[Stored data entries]
☆ ☆ ☆ ☆
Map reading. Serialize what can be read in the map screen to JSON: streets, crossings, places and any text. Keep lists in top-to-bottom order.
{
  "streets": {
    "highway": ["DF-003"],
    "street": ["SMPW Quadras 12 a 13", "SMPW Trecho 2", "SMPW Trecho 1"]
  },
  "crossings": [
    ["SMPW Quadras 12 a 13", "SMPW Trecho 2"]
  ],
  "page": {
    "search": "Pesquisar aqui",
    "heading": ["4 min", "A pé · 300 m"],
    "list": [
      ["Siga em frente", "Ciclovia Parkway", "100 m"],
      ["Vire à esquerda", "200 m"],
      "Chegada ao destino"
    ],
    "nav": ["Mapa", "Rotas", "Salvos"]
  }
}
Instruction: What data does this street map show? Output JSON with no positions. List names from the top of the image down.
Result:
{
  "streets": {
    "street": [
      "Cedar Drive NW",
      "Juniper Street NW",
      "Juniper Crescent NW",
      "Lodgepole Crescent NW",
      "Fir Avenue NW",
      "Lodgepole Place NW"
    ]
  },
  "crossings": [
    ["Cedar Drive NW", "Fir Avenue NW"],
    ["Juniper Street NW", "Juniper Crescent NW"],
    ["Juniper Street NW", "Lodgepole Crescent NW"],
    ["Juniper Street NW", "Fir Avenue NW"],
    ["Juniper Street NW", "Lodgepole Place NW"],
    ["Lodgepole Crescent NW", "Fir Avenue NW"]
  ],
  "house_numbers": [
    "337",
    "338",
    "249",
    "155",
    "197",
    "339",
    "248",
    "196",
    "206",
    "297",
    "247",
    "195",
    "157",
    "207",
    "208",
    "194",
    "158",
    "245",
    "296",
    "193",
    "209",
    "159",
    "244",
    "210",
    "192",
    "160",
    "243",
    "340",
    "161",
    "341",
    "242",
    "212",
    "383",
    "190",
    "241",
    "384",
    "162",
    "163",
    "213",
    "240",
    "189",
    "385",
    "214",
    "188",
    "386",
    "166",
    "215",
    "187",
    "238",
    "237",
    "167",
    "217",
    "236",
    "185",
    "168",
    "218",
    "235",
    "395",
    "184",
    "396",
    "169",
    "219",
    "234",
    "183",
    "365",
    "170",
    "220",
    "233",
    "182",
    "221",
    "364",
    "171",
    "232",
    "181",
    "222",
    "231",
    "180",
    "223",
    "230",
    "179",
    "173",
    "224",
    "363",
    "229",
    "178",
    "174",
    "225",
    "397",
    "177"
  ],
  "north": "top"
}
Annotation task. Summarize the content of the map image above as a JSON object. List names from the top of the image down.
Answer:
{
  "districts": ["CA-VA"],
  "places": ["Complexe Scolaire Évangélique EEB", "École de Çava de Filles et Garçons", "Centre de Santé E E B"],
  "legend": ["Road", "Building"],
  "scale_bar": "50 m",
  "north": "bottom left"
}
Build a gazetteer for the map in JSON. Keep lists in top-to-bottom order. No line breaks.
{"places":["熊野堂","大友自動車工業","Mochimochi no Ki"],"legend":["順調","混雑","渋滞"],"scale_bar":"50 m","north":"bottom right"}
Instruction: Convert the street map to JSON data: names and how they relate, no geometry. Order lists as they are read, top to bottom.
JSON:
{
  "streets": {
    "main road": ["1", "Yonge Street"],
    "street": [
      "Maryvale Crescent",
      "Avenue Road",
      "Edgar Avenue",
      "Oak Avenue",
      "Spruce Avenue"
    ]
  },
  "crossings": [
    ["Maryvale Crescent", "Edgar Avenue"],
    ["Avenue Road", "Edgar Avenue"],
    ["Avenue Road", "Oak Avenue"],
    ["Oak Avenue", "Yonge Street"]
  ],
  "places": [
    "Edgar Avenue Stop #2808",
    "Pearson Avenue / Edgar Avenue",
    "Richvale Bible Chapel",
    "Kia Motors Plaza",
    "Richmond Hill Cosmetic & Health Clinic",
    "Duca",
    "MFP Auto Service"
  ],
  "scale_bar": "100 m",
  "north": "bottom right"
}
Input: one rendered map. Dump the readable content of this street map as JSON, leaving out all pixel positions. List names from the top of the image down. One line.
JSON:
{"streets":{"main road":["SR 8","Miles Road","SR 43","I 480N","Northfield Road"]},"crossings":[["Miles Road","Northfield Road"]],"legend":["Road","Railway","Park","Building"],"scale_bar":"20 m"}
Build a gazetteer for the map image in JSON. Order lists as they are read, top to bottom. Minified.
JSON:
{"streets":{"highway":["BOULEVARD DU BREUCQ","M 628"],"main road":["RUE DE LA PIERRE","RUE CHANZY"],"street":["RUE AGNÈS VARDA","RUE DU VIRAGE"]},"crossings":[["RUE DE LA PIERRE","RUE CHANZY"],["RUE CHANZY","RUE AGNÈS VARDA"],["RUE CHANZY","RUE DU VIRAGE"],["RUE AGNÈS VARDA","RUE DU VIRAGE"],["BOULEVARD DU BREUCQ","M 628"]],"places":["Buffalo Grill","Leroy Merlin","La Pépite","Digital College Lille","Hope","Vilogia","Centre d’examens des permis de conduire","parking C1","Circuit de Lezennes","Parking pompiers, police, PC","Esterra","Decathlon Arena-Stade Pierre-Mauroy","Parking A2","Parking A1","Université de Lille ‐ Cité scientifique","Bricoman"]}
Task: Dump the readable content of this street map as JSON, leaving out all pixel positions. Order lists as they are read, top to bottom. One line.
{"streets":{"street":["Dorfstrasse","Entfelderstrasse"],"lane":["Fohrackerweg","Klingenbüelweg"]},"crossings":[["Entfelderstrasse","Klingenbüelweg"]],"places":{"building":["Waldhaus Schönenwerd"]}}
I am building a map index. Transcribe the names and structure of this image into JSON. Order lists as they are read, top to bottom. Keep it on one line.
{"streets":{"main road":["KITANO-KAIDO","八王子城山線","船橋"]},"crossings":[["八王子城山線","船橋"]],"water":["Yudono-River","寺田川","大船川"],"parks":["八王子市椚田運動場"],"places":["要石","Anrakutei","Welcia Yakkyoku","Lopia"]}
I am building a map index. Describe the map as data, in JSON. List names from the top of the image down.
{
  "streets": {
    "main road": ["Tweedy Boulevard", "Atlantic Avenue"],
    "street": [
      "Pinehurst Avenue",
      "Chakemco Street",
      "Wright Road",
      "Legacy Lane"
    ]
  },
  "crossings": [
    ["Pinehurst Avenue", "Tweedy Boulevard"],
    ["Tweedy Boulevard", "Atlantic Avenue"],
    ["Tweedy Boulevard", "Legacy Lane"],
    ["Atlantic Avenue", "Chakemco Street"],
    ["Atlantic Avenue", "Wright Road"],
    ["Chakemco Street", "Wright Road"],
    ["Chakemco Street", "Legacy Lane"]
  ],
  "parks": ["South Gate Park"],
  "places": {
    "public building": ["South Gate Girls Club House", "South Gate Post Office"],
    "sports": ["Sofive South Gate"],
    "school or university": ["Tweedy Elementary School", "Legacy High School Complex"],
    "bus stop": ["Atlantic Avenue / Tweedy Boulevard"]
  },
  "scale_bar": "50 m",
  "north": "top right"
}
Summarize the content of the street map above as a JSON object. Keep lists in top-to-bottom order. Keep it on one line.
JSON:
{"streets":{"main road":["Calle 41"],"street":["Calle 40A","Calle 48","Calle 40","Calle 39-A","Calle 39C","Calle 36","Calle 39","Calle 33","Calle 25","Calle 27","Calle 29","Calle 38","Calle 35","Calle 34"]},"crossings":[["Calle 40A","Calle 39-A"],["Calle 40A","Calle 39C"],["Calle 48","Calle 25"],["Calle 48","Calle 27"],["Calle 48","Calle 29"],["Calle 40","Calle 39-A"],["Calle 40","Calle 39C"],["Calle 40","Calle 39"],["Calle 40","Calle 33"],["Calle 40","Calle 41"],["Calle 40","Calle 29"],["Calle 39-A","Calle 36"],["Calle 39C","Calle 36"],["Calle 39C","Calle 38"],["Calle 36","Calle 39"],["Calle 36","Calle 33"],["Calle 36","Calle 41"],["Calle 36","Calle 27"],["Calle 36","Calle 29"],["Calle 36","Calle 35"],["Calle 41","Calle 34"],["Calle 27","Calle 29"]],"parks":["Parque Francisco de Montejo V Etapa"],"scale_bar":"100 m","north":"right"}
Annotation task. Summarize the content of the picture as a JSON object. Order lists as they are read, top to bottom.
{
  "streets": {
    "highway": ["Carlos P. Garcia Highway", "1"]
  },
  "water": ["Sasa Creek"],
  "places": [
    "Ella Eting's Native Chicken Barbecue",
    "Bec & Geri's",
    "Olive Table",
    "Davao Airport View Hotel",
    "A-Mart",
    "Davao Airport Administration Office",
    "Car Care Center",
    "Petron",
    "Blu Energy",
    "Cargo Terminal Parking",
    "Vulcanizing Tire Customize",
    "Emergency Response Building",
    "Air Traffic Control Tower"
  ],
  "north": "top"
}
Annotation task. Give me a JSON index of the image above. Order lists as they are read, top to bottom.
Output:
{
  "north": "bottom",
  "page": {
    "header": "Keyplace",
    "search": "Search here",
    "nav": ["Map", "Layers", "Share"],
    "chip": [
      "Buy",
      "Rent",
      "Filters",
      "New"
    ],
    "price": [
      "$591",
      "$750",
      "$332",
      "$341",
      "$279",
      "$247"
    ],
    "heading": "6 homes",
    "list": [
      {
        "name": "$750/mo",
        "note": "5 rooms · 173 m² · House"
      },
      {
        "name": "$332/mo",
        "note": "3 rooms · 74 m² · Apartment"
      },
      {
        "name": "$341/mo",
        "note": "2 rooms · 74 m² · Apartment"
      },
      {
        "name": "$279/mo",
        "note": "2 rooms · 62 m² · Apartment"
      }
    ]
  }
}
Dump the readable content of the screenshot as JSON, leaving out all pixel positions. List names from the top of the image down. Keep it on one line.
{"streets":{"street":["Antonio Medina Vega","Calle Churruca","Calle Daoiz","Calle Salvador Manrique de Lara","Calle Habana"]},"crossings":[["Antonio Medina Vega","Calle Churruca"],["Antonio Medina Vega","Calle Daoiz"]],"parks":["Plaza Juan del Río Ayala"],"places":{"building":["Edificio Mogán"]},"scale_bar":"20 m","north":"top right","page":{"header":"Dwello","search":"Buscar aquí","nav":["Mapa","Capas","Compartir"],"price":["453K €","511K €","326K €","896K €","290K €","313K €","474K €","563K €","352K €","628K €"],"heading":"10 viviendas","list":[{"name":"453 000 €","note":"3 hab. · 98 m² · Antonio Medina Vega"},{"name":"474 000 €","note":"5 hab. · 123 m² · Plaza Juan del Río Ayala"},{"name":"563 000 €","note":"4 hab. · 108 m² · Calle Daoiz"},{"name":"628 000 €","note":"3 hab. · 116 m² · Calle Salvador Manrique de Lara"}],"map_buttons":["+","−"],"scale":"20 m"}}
☆ ☆ ☆ ☆
» **PROBLEM DESCRIPTION**: Give back exactly the lines above starting at the line where "Annotation task. Summarize the content of the map" appears and ending at the line where "Instruction: Convert the" appears, both included, with no other lines.

» **RESULT**:
Annotation task. Summarize the content of the map image above as a JSON object. List names from the top of the image down.
Answer:
{
  "districts": ["CA-VA"],
  "places": ["Complexe Scolaire Évangélique EEB", "École de Çava de Filles et Garçons", "Centre de Santé E E B"],
  "legend": ["Road", "Building"],
  "scale_bar": "50 m",
  "north": "bottom left"
}
Build a gazetteer for the map in JSON. Keep lists in top-to-bottom order. No line breaks.
{"places":["熊野堂","大友自動車工業","Mochimochi no Ki"],"legend":["順調","混雑","渋滞"],"scale_bar":"50 m","north":"bottom right"}
Instruction: Convert the street map to JSON data: names and how they relate, no geometry. Order lists as they are read, top to bottom.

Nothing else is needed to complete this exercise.